• _TASK DIRECTIONS_: From the records below, output exactly the lines running from the line containing "border:8px solid #d22;" through the line containing "display:flex; align-items:center; gap:18px;", and no others.

..............................

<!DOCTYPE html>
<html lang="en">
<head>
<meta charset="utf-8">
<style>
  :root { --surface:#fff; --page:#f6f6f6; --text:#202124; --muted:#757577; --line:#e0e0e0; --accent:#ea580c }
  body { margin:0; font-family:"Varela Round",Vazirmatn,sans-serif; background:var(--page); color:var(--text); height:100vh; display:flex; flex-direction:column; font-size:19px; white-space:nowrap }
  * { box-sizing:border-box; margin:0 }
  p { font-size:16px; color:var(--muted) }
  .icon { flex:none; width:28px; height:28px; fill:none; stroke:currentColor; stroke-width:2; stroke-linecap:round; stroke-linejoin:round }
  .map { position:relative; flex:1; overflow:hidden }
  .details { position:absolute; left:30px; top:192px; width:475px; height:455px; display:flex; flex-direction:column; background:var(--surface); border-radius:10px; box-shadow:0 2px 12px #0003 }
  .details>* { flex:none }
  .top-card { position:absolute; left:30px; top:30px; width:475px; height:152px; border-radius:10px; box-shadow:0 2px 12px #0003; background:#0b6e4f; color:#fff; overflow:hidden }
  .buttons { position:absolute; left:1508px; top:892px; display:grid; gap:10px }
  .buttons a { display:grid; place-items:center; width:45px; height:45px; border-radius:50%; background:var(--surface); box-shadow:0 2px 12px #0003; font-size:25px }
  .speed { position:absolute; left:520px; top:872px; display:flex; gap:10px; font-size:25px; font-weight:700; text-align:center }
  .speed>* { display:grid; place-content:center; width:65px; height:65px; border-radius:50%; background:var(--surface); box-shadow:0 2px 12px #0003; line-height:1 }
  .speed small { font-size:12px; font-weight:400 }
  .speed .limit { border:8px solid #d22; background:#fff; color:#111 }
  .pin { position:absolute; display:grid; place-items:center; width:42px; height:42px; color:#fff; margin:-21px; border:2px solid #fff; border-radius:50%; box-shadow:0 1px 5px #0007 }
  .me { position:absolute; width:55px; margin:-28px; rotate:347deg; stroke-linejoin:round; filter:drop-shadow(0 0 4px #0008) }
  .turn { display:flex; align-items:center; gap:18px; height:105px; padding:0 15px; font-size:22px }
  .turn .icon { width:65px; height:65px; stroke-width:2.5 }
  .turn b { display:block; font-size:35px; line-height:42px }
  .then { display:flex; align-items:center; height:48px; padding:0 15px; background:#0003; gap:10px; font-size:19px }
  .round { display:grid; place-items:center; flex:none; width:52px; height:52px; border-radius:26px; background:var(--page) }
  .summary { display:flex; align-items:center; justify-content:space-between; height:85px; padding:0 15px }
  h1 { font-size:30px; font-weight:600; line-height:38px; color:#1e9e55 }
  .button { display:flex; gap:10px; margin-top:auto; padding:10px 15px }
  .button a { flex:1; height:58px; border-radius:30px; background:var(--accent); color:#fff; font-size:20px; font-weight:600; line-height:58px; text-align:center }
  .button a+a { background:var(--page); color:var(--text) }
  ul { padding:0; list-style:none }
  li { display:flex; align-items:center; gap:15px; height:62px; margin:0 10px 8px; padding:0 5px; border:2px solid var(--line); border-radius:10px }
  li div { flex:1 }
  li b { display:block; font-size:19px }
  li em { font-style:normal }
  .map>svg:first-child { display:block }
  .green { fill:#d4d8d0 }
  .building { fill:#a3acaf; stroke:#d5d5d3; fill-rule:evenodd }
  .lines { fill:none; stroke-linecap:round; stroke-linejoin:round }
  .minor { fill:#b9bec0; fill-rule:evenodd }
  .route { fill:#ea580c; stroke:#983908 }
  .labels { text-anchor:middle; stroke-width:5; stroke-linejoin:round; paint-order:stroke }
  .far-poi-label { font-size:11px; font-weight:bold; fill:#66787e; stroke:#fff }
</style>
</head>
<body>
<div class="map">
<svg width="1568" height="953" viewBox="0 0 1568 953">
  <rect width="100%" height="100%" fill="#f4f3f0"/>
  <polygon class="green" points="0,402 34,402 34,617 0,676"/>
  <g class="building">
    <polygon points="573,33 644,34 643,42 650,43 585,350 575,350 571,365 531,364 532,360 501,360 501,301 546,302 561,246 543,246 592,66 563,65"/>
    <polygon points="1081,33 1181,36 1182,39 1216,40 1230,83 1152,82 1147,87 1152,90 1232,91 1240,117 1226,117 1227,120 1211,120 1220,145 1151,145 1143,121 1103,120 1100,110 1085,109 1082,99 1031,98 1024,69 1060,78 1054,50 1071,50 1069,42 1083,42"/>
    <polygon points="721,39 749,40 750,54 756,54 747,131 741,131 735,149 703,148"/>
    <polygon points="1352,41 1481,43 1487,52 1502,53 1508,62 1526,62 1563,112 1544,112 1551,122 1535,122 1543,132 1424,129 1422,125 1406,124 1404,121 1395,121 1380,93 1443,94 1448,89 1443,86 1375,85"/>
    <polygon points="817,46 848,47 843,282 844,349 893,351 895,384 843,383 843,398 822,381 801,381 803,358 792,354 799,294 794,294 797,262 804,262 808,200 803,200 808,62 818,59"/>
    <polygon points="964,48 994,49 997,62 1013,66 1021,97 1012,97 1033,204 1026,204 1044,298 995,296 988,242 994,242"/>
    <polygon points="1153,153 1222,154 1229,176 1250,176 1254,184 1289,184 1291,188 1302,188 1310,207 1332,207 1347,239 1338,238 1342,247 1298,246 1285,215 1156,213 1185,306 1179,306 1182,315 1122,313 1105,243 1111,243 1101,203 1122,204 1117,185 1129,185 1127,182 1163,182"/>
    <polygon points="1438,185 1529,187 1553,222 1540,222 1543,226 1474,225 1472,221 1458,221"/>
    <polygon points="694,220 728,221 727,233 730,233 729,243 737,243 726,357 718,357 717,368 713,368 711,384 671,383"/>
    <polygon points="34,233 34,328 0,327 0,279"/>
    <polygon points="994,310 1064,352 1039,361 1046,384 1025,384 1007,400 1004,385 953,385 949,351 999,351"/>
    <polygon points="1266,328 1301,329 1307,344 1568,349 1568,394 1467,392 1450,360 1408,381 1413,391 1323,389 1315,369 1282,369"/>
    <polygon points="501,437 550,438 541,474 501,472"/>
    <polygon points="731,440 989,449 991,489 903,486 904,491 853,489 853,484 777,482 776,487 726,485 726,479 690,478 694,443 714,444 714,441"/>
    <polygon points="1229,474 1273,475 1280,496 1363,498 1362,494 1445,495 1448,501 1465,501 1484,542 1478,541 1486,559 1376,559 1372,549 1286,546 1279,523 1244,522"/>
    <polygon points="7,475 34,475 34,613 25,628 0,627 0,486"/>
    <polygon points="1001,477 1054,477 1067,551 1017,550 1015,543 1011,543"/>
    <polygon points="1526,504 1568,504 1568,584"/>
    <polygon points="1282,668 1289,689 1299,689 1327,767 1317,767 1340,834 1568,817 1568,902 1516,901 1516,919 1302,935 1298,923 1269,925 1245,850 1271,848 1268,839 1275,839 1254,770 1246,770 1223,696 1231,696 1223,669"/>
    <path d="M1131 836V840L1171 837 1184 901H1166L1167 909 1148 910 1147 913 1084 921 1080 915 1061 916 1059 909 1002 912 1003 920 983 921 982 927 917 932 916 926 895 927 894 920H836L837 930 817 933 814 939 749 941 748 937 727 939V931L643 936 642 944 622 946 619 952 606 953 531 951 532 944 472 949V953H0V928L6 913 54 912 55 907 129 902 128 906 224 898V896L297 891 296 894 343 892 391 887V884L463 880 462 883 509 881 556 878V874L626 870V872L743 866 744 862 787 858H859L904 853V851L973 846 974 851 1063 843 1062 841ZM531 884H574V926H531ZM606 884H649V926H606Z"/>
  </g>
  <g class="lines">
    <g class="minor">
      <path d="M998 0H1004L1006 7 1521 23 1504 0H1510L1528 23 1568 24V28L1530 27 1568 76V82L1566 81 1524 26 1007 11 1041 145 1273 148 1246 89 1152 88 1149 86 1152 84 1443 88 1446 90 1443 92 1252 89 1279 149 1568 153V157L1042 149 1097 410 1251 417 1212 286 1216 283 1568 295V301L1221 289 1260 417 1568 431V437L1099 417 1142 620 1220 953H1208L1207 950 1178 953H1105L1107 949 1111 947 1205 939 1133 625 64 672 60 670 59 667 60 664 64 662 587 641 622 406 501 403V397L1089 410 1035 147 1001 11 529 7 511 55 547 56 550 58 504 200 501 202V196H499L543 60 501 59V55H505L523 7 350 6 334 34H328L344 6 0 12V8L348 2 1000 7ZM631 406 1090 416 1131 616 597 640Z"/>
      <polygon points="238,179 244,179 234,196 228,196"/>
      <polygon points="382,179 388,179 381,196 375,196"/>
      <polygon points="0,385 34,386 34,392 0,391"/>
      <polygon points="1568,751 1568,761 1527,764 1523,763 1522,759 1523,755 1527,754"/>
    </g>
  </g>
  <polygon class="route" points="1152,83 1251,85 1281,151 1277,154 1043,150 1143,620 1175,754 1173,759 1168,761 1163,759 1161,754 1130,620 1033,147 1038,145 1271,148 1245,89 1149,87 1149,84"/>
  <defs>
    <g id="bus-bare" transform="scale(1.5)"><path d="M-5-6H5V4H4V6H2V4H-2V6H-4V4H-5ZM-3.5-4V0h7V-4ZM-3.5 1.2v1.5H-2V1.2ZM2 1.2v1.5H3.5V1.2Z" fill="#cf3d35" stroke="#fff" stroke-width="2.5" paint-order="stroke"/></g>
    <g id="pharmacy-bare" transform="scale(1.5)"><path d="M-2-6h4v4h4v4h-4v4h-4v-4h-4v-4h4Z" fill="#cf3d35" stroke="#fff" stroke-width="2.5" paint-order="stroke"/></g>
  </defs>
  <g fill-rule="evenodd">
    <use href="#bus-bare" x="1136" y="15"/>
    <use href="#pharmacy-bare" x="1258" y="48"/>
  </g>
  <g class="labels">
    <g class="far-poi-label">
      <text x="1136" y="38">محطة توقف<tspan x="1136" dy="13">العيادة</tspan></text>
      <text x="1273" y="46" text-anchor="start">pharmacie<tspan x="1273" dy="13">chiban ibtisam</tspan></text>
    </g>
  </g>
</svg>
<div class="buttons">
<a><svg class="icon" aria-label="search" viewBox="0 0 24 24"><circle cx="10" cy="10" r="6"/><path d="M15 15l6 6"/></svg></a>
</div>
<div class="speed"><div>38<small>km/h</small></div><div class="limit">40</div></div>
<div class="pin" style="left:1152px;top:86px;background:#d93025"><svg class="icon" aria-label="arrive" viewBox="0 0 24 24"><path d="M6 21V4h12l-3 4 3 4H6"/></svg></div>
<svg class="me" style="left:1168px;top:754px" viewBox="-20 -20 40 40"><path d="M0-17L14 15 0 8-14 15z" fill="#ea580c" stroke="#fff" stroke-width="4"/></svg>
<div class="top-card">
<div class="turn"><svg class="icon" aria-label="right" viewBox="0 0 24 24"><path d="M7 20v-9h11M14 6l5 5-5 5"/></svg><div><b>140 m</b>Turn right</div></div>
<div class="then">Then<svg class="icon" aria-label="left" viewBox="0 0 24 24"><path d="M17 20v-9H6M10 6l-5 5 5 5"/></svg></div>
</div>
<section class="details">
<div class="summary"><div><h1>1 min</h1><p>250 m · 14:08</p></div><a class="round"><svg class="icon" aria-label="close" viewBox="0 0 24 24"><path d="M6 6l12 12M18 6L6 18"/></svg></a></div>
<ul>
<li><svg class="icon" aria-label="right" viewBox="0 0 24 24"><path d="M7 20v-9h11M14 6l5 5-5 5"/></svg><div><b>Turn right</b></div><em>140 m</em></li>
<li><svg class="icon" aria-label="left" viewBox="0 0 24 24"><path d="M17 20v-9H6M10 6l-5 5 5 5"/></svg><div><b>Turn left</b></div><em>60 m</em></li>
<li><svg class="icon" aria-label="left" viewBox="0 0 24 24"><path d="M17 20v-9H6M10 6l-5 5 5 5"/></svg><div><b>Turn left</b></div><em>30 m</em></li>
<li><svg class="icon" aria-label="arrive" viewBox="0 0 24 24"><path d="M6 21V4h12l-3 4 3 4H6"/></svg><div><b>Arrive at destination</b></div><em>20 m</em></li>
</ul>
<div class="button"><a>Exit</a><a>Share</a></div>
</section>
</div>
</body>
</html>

..............................

• _ANSWER TO THE EXERCISE_:
  .speed .limit { border:8px solid #d22; background:#fff; color:#111 }
  .pin { position:absolute; display:grid; place-items:center; width:42px; height:42px; color:#fff; margin:-21px; border:2px solid #fff; border-radius:50%; box-shadow:0 1px 5px #0007 }
  .me { position:absolute; width:55px; margin:-28px; rotate:347deg; stroke-linejoin:round; filter:drop-shadow(0 0 4px #0008) }
  .turn { display:flex; align-items:center; gap:18px; height:105px; padding:0 15px; font-size:22px }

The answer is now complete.